### To do
From the data below, report how many lines contain the word "linecap", giving the number and nothing else.

### Data excerpts

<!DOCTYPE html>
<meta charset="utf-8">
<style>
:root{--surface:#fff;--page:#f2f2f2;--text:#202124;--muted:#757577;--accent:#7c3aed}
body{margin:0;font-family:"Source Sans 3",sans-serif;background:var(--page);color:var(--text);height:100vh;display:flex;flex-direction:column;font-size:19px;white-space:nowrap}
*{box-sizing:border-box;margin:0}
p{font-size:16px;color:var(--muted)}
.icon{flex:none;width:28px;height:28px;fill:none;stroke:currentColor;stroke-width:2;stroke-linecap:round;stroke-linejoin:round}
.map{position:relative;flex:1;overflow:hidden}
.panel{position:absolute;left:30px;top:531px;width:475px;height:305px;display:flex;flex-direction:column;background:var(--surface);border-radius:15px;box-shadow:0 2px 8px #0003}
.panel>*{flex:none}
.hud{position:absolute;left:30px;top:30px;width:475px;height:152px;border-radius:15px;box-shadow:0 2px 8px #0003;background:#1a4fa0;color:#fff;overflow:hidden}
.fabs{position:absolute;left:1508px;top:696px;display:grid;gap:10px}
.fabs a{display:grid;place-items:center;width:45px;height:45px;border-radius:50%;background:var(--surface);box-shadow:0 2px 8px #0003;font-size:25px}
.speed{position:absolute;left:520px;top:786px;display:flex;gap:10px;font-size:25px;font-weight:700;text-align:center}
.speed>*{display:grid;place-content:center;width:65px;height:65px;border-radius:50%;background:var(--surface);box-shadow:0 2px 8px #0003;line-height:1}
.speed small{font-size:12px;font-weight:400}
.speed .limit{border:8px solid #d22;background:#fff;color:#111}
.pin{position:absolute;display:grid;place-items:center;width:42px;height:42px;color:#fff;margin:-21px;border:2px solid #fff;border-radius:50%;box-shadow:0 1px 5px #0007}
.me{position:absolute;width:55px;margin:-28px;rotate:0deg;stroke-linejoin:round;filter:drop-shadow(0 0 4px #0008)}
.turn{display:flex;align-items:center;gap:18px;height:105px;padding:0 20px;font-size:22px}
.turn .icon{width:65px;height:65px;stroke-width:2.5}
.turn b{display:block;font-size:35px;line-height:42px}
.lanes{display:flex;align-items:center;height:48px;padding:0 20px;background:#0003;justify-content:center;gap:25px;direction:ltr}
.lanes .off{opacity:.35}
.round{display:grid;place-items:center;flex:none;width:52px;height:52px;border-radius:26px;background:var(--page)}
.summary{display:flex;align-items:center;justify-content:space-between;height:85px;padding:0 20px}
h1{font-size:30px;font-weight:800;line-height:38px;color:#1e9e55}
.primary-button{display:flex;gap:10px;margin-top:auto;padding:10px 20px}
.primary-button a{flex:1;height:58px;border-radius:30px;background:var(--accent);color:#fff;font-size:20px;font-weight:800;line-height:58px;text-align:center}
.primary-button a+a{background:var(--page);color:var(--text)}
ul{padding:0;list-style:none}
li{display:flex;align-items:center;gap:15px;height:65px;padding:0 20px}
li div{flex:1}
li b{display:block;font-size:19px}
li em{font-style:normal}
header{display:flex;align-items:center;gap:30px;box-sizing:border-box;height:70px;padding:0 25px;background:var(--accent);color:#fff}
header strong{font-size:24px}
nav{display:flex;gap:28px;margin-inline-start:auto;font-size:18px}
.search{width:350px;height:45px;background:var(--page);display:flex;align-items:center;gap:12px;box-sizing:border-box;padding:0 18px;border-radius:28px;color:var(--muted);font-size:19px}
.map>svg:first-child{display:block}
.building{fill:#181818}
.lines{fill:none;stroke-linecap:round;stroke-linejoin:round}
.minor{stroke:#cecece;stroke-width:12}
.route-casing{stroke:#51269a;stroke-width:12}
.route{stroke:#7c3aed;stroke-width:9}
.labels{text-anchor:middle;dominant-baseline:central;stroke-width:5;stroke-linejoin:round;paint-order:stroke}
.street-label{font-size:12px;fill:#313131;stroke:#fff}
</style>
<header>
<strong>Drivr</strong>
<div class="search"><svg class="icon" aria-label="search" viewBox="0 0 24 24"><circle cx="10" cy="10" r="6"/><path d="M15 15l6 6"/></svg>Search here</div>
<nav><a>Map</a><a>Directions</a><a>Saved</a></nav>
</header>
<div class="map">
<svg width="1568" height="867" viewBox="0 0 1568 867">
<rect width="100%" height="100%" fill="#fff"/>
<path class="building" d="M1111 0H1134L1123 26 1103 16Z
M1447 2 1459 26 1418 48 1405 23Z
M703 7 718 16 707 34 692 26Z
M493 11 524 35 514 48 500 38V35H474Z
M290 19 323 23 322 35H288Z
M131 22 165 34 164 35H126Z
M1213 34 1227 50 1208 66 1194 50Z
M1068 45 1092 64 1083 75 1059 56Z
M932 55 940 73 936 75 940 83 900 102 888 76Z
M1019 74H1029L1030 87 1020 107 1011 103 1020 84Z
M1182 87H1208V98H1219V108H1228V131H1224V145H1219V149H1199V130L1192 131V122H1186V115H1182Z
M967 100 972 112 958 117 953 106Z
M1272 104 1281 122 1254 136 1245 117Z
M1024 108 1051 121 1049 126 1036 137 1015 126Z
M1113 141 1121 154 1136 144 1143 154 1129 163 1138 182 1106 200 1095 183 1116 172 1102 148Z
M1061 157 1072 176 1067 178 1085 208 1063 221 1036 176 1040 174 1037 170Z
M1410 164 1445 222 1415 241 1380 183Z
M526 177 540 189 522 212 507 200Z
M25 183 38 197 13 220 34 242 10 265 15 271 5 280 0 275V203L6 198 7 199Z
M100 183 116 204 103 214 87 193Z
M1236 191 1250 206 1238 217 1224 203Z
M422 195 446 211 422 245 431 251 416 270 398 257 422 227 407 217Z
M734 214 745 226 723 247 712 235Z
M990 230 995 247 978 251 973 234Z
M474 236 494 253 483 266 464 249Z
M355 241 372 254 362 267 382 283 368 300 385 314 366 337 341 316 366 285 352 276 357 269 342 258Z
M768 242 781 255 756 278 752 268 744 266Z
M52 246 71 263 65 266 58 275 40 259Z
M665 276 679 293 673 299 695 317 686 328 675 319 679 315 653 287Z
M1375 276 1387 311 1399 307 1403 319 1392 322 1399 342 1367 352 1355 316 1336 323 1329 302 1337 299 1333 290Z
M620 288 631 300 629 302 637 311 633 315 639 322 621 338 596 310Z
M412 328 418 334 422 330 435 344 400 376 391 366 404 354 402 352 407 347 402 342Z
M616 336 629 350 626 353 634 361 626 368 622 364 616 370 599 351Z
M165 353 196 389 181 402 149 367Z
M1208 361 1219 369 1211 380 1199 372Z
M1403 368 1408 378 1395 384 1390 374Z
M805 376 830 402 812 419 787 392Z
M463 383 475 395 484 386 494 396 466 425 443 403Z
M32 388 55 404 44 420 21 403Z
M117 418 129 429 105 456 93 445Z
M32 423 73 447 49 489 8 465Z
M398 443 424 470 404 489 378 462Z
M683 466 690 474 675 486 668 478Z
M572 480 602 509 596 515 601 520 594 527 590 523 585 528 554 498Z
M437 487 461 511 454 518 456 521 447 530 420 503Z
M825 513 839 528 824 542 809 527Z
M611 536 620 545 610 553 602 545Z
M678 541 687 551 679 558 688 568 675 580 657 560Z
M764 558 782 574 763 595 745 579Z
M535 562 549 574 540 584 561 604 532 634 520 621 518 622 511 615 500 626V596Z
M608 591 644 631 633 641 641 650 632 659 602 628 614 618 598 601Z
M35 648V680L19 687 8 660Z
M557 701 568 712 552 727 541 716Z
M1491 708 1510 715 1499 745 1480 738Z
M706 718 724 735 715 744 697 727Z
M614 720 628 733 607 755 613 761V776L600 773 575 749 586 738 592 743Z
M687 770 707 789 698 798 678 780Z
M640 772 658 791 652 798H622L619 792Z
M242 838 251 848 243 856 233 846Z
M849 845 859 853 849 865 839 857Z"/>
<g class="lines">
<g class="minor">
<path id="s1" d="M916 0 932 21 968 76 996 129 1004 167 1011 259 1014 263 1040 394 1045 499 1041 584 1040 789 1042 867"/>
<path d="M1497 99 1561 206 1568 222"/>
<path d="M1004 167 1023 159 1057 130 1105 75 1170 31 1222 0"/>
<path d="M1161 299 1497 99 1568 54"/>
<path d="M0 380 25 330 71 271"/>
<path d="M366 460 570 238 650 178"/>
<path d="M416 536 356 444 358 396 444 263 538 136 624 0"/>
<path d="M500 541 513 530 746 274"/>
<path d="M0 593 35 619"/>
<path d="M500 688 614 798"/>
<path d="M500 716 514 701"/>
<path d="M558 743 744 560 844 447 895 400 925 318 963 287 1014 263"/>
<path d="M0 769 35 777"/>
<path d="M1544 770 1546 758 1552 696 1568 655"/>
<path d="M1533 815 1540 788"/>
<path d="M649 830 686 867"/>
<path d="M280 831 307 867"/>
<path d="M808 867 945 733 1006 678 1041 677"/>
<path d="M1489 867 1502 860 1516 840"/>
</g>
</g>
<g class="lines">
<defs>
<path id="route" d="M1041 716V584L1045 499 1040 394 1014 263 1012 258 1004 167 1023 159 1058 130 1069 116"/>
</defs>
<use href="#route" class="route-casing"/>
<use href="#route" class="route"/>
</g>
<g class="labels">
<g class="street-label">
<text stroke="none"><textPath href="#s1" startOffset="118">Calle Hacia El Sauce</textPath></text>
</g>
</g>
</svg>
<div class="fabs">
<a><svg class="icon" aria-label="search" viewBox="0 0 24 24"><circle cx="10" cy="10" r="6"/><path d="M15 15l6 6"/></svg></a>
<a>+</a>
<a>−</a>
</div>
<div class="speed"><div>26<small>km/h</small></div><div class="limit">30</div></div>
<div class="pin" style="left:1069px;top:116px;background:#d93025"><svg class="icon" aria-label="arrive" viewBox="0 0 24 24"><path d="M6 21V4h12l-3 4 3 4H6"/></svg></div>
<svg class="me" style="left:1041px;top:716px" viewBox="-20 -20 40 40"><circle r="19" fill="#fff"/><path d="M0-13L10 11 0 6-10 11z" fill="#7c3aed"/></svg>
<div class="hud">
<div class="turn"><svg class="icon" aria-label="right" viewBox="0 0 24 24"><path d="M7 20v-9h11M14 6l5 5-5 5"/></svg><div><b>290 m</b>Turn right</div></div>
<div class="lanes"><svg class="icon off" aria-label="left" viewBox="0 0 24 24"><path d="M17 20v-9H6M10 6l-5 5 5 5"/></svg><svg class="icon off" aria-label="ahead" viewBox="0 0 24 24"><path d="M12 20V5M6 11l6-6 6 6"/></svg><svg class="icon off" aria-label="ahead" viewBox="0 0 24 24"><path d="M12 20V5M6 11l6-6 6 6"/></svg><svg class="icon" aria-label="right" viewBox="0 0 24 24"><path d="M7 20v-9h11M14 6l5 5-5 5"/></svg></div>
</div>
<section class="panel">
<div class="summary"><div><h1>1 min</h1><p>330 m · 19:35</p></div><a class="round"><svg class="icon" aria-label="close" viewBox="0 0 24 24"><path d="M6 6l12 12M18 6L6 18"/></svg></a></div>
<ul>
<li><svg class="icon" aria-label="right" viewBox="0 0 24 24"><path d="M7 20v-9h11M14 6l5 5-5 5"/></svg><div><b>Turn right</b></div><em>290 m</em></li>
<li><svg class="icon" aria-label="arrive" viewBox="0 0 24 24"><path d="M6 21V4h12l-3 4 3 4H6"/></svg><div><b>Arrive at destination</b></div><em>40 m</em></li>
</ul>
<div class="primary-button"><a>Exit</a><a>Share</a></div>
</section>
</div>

### Reply
2